◆ Aim of the exercise
Look through the entries below and report every line that has "solid".

*** Opening Data for processing ***

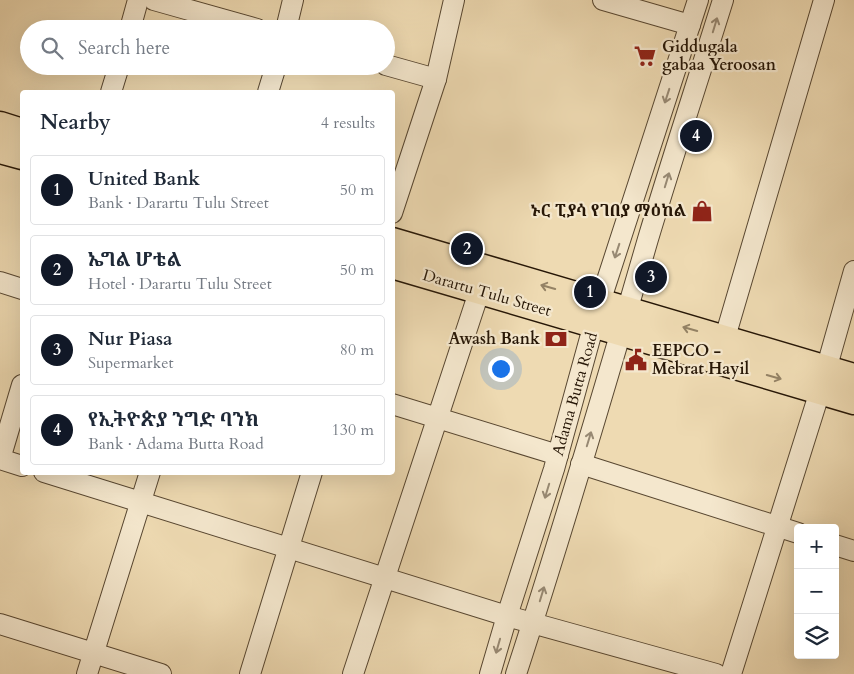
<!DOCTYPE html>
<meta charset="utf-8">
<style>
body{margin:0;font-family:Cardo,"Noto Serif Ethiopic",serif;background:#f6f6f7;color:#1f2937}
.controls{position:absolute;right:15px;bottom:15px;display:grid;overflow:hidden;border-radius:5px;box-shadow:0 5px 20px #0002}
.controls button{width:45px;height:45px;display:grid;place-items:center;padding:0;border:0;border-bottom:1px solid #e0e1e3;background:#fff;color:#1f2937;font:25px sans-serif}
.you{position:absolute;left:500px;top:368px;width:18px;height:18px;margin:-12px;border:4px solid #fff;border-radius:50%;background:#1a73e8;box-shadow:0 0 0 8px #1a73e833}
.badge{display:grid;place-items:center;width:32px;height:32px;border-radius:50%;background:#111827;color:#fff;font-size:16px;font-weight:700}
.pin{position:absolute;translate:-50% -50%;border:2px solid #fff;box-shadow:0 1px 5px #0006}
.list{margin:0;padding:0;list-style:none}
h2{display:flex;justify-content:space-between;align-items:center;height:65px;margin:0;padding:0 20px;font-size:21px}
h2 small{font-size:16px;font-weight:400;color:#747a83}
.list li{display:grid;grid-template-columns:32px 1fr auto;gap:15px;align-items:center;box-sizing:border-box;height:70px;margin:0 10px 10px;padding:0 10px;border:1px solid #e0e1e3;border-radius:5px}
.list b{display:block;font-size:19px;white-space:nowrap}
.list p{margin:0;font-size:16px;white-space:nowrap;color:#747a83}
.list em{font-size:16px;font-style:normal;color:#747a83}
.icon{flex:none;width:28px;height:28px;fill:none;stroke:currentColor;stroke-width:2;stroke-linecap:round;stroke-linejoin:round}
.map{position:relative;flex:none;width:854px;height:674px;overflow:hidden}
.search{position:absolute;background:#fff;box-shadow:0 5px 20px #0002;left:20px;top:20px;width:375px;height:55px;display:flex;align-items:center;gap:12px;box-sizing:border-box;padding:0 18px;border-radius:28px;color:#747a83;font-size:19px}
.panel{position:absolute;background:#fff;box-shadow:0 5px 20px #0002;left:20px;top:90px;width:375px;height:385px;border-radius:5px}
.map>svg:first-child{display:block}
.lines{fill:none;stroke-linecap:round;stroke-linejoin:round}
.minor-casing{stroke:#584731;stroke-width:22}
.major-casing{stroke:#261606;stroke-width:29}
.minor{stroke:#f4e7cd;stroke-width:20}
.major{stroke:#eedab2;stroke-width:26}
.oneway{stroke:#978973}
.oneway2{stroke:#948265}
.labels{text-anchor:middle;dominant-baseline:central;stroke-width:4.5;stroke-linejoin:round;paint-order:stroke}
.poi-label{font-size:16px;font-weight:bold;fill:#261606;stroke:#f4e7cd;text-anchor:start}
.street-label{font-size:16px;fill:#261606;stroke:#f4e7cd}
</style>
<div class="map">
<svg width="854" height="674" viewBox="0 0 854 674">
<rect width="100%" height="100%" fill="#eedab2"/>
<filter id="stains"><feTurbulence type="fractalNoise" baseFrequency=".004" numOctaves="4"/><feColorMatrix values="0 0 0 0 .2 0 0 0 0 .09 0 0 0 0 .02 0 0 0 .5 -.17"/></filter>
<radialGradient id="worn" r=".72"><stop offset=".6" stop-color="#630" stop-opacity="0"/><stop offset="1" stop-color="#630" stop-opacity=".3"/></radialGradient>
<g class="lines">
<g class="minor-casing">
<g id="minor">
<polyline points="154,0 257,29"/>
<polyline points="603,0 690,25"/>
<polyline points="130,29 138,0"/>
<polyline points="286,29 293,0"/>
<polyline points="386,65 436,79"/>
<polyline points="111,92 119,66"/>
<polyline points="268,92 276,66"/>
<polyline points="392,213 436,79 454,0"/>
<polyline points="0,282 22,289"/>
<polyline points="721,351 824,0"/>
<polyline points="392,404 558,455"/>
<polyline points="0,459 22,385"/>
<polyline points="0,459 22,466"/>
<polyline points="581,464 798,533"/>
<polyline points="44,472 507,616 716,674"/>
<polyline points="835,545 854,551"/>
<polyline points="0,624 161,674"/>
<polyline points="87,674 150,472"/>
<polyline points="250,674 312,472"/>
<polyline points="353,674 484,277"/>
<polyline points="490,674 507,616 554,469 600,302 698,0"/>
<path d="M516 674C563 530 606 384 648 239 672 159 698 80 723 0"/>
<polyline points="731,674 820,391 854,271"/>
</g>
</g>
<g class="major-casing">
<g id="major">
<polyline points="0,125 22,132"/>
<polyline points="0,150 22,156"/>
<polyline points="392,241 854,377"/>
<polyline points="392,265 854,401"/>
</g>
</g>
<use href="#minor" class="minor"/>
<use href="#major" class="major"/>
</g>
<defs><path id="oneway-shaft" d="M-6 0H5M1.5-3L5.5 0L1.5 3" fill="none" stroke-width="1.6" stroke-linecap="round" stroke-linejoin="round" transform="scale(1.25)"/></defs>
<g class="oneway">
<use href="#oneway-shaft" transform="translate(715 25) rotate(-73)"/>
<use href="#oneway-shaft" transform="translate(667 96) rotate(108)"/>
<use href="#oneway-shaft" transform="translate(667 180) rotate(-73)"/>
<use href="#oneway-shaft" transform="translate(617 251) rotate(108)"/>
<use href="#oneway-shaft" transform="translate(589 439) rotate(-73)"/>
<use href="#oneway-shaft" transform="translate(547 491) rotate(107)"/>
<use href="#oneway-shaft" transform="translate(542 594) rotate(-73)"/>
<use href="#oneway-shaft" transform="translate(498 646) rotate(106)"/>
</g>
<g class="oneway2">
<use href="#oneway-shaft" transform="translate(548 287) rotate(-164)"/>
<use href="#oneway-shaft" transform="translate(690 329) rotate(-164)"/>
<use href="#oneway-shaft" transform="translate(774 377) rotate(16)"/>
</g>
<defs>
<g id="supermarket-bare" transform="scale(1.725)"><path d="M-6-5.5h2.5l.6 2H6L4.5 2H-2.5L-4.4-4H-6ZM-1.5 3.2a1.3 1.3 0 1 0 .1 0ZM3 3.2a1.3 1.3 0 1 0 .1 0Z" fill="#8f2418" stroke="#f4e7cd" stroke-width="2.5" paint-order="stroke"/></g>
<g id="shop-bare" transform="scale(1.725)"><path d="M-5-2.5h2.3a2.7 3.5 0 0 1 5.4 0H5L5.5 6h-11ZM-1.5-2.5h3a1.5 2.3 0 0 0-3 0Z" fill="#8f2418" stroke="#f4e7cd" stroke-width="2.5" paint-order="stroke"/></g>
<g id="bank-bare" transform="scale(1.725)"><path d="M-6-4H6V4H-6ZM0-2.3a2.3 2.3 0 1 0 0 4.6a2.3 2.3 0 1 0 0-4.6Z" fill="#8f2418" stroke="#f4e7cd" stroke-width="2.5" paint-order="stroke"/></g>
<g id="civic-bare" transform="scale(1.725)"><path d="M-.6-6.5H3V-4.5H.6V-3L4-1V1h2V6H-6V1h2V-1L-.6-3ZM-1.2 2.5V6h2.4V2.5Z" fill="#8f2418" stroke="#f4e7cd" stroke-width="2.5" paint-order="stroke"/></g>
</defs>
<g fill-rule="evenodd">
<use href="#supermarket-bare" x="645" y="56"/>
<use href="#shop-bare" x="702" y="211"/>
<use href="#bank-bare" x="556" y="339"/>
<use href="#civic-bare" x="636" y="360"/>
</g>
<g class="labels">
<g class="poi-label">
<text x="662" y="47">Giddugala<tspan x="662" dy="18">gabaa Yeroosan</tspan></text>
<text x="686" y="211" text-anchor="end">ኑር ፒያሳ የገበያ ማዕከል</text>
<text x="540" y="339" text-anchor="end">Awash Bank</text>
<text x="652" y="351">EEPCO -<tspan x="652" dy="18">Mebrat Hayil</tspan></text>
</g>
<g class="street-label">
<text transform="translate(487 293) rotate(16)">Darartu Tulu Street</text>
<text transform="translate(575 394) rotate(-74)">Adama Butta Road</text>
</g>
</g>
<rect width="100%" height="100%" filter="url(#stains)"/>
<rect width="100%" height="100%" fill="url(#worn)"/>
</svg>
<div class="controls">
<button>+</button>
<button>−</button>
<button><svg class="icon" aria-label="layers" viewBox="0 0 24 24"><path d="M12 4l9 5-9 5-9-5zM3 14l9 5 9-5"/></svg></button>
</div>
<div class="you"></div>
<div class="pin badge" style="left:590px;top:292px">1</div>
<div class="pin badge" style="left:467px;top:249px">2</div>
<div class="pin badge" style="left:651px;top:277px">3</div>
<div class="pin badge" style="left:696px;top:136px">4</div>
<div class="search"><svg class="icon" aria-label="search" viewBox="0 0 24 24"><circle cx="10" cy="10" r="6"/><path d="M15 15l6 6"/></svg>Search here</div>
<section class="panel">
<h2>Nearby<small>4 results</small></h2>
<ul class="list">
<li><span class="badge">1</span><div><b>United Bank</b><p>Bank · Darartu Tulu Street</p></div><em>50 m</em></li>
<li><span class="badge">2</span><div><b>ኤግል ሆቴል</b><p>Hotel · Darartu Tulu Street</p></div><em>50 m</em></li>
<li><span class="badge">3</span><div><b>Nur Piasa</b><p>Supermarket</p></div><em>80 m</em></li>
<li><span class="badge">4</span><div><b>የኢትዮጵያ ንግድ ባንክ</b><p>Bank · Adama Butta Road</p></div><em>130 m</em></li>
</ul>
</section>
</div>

*** Closing Data for processing ***

◆ Solution below
.controls button{width:45px;height:45px;display:grid;place-items:center;padding:0;border:0;border-bottom:1px solid #e0e1e3;background:#fff;color:#1f2937;font:25px sans-serif}
.you{position:absolute;left:500px;top:368px;width:18px;height:18px;margin:-12px;border:4px solid #fff;border-radius:50%;background:#1a73e8;box-shadow:0 0 0 8px #1a73e833}
.pin{position:absolute;translate:-50% -50%;border:2px solid #fff;box-shadow:0 1px 5px #0006}
.list li{display:grid;grid-template-columns:32px 1fr auto;gap:15px;align-items:center;box-sizing:border-box;height:70px;margin:0 10px 10px;padding:0 10px;border:1px solid #e0e1e3;border-radius:5px}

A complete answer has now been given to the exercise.